**REQUIRED ACTION**
Could you copy every line of the data that contains the word "function"?
⁂
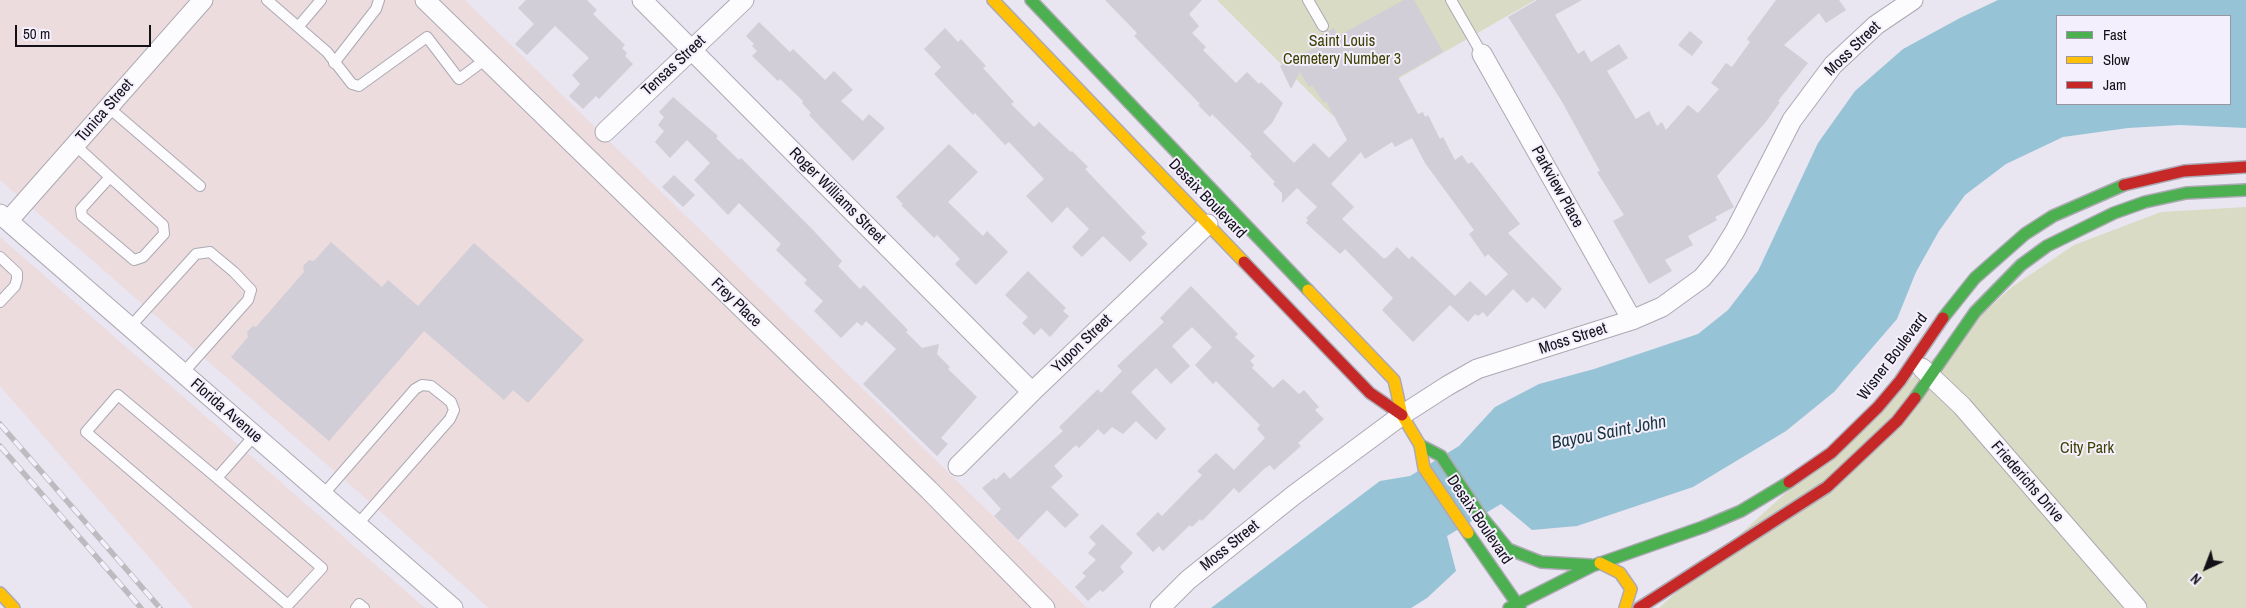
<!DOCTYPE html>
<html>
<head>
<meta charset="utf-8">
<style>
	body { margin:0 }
	#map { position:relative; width:2246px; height:608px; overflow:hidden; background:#e9e5f1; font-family:"Archivo Narrow",sans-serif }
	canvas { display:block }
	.legend { position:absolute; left:2056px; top:15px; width:175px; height:90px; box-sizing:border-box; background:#f4effc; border:1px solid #9a96a1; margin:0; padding:6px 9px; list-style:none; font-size:15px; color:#131018 }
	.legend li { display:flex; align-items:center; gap:10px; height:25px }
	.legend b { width:25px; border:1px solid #9a96a1 }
	.north { position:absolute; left:2181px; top:543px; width:50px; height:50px; -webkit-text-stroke:4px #f4effc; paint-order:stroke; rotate:223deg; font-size:14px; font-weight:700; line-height:20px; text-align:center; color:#131018 }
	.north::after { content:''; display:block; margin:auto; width:18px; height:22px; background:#131018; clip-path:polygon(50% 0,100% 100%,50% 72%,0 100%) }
	.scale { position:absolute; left:15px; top:25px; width:136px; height:22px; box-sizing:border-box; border:2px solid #131018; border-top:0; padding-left:6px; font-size:15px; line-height:18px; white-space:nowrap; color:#131018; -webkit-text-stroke:4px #f4effc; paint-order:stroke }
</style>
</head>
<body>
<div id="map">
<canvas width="2246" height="608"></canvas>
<ul class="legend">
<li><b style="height:6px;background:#4caf50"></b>Fast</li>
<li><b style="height:6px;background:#ffc107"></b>Slow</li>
<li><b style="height:6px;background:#c62828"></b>Jam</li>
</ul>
<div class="north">N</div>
<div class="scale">50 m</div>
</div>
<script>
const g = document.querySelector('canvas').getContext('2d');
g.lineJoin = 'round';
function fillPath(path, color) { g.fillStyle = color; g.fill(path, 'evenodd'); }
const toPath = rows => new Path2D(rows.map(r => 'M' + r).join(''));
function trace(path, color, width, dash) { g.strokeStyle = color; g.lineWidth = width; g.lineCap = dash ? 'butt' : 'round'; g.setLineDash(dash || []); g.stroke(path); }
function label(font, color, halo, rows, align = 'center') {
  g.font = font + ' "Archivo Narrow",sans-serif'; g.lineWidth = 4; g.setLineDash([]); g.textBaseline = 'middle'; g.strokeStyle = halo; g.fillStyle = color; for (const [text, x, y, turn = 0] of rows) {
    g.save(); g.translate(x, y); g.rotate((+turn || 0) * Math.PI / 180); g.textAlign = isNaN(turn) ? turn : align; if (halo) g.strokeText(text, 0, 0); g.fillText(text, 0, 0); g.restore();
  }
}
fillPath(toPath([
	[0,0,465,0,1087,608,489,608,364,497,0,180],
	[0,237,425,608,193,608,0,386]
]), '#ecdcde');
fillPath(toPath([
	[1217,0,1535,0,1333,116],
	[2246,207,2246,608,1659,608,2012,287,2074,245,2161,212]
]), '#d9dbc4');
fillPath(toPath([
	[1998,0,2246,0,2246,128,2180,125,2128,128,2063,137,2006,164,1965,195,1939,231,1916,272,1897,319,1834,392,1786,431,1693,487,1577,526,1532,530,1501,504,1447,536,1456,571,1427,598,1411,608,1211,608,1380,481,1410,476,1459,446,1495,407,1539,384,1594,369,1698,334,1728,310,1758,271,1818,143,1855,91,1903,49,1960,18],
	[2057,16,2230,16,2230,104,2057,104]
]), '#97c3d6');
fillPath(toPath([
	[526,0,587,0,597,10,593,14,625,45,622,48,627,53,625,56,633,64,599,99,596,96,583,109,569,96,580,84,572,75,589,58,555,26,527,55,515,44,534,24,518,8],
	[1105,0,1202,0,1189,14,1199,26,1192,33,1206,47,1203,50,1236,83,1247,72,1259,84,1261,82,1283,103,1272,123,1263,132,1294,163,1314,143,1329,158,1347,140,1326,101,1324,103,1312,85,1309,87,1300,72,1291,89,1280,66,1324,43,1320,35,1334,28,1338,36,1404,0,1414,0,1443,52,1398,77,1418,114,1423,112,1425,117,1428,115,1440,139,1443,137,1455,160,1462,155,1468,164,1472,162,1520,224,1508,233,1562,289,1545,309,1533,297,1527,303,1513,289,1487,317,1483,312,1478,316,1475,314,1468,322,1450,305,1413,342,1382,310,1393,298,1345,249,1340,254,1306,223,1308,220,1306,218,1317,207,1297,188,1282,203,1282,193,1273,184,1275,182,1250,156,1252,154,1212,114,1210,117,1198,105,1200,104,1134,36,1137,33],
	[1412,138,1425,163,1474,230,1469,234,1485,257,1488,254,1508,274,1486,296,1470,281,1455,296,1412,256,1409,259,1397,247,1386,258,1383,258,1342,219,1354,207,1331,184,1361,152,1365,159,1392,142,1395,147],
	[1537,0,1582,0,1555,15,1578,54,1584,50,1591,62,1619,44,1628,58,1607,71,1636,119,1649,111,1657,126,1662,122,1666,130,1688,105,1698,113,1719,89,1711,83,1726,63,1732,67,1750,42,1747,39,1776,0,1839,0,1846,10,1826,23,1819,13,1784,45,1808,63,1778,101,1780,102,1765,123,1717,176,1734,207,1715,217,1717,220,1688,236,1693,245,1665,260,1672,271,1649,284,1613,221,1624,215,1597,172,1600,171,1561,100,1508,17],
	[759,22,790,52,793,49,825,80,834,71,853,90,841,101,863,121,869,114,885,128,853,161,809,115,811,113,802,103,803,101,780,79,778,81,752,56,757,51,752,46,754,44,746,36],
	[945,28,958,42,961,39,986,66,983,68,1014,102,1011,104,1034,127,1039,122,1071,152,1072,151,1088,167,1085,169,1146,233,1141,237,1148,244,1130,262,1103,236,1082,257,1072,247,1089,229,1067,207,1052,223,1026,196,1044,179,1009,142,1005,145,975,113,973,115,934,74,941,67,924,49],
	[1690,31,1703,42,1692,56,1678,45],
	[673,97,718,136,716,138,739,160,741,158,812,229,842,261,838,266,860,289,864,285,908,330,906,332,922,348,939,344,937,354,950,367,948,369,977,397,941,438,948,444,937,456,863,384,896,349,866,321,862,326,857,322,841,338,814,311,823,301,804,283,807,280,776,250,781,244,739,203,728,215,694,180,710,163,687,140,670,158,655,142,664,131,658,125,664,117,659,112],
	[949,144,978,172,948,202,983,236,987,231,1008,252,976,285,955,264,960,259,937,235,934,238,901,205,903,204,896,197],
	[674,175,695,195,683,207,662,187],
	[331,242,382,287,388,280,418,306,474,243,584,340,528,403,513,390,504,400,424,331,329,441,231,357,248,337,247,332,253,326,256,327,304,272,303,266,309,260,314,261],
	[1028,271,1066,308,1063,311,1069,316,1050,337,1041,328,1034,335,1022,323,1028,317,1005,295],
	[1191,286,1238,334,1235,337,1255,356,1250,361,1254,365,1252,368,1273,388,1283,379,1299,394,1304,390,1319,407,1315,410,1324,419,1298,443,1301,446,1274,470,1270,465,1264,469,1239,493,1234,488,1202,521,1200,519,1192,527,1190,525,1163,551,1159,546,1153,552,1136,534,1158,512,1162,516,1202,475,1197,471,1216,453,1234,470,1265,438,1257,429,1260,425,1216,381,1213,384,1195,365,1212,347,1192,327,1172,346,1190,366,1171,384,1156,368,1131,392,1166,429,1156,440,1136,421,1123,434,1112,427,1104,435,1098,429,1079,448,1076,445,1054,466,1063,476,1051,487,1079,515,1065,528,1047,510,1018,540,994,516,1001,509,982,488,994,478,996,480,1004,472,1010,479,1063,431,1059,427,1098,389,1101,393,1122,371,1117,366,1164,322,1160,318],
	[1102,524,1133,553,1120,567,1124,572,1103,592,1100,590,1088,601,1075,587,1086,576,1082,573,1096,560,1088,553,1096,544,1089,537]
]), '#d1ced7');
const lane = toPath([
	[267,0,327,52,352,84,359,86,427,37,459,79,486,59],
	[1308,0,1323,26],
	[1451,0,1482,54],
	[298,27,321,0],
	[334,63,376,9,379,0],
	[108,107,200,186],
	[75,145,110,177,163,225,164,234,143,257,134,260,82,216,81,209,110,177],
	[0,257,17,273,17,279,15,286,0,302],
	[130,327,196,254,210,252,234,272,251,290,248,300,183,373],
	[217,478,118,395,86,432,288,605,322,568,217,478,254,436],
	[322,496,415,389,422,385,431,386,451,402,454,410,450,419,357,525],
	[356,608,359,604,364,608]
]);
const street = toPath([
	[425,0,929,490,1045,608],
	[642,0,1032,392],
	[1482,54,1632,320],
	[605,132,744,0],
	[0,214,453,608],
	[8,221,203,0],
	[1922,368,1962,406,2137,608],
	[958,466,1032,392,1208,224],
	[1160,608,1188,580,1294,495,1402,415,1447,386,1477,369,1632,320,1662,307,1702,278,1717,260,1735,231,1792,120,1833,65,1876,25,1913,0]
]);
const fast = toPath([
	[1031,0,1308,290],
	[1943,318,1975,278,2025,234,2053,216,2124,185],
	[1915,398,1975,312,2021,265,2047,246,2114,213,2145,202,2186,193,2246,190],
	[1420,445,1441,456,1481,516,1508,549,1541,562,1591,565],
	[1468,533,1520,608],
	[1509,608,1592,566,1703,527,1741,511,1789,482]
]);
const slow = toPath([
	[993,0,1244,262],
	[1308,290,1394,380,1402,415,1420,445,1424,468,1468,533],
	[1600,563,1620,573,1631,589,1625,608],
	[0,593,14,608]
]);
const jam = toPath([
	[2124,185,2184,171,2246,167],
	[1244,262,1370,393,1402,415],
	[1789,482,1831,453,1878,407,1900,381,1943,318],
	[1639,608,1827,487,1897,421,1915,398]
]);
trace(lane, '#aca9b3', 12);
trace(street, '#aca9b3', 21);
trace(fast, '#aca9b3', 14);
trace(slow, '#aca9b3', 14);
trace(jam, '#aca9b3', 14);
trace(lane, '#fcfbfd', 10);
trace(street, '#fcfbfd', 19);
trace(fast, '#4caf50', 11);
trace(slow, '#ffc107', 11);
trace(jam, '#c62828', 11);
const rail = toPath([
	[0,424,160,608],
	[0,446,141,608]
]);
trace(rail, '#bdbbbf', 5.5);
trace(rail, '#f4effc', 4, [11]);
label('16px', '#3d4100', '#f4effc', [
	["Saint Louis",1342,42],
	["Cemetery Number 3",1342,60],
	["City Park",2087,449]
]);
label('16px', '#131018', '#f4effc', [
	["Moss Street",1853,49,-44],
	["Tensas Street",674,66,-43],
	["Tunica Street",105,111,-49],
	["Parkview Place",1557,187,61],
	["Roger Williams Street",837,196,45],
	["Desaix Boulevard",1207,199,46],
	["Frey Place",736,303,44],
	["Moss Street",1573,339,-18],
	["Yupon Street",1082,344,-44],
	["Wisner Boulevard",1893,357,-53],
	["Florida Avenue",226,411,41],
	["Friederichs Drive",2027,482,49],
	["Desaix Boulevard",1479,520,56],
	["Moss Street",1230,546,-39]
]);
label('italic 18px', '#183741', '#f4effc', [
	["Bayou Saint John",1609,433,-11]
]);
</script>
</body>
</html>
⁂
**SOLUTION TO THIS TASK**
function fillPath(path, color) { g.fillStyle = color; g.fill(path, 'evenodd'); }
function trace(path, color, width, dash) { g.strokeStyle = color; g.lineWidth = width; g.lineCap = dash ? 'butt' : 'round'; g.setLineDash(dash || []); g.stroke(path); }
function label(font, color, halo, rows, align = 'center') {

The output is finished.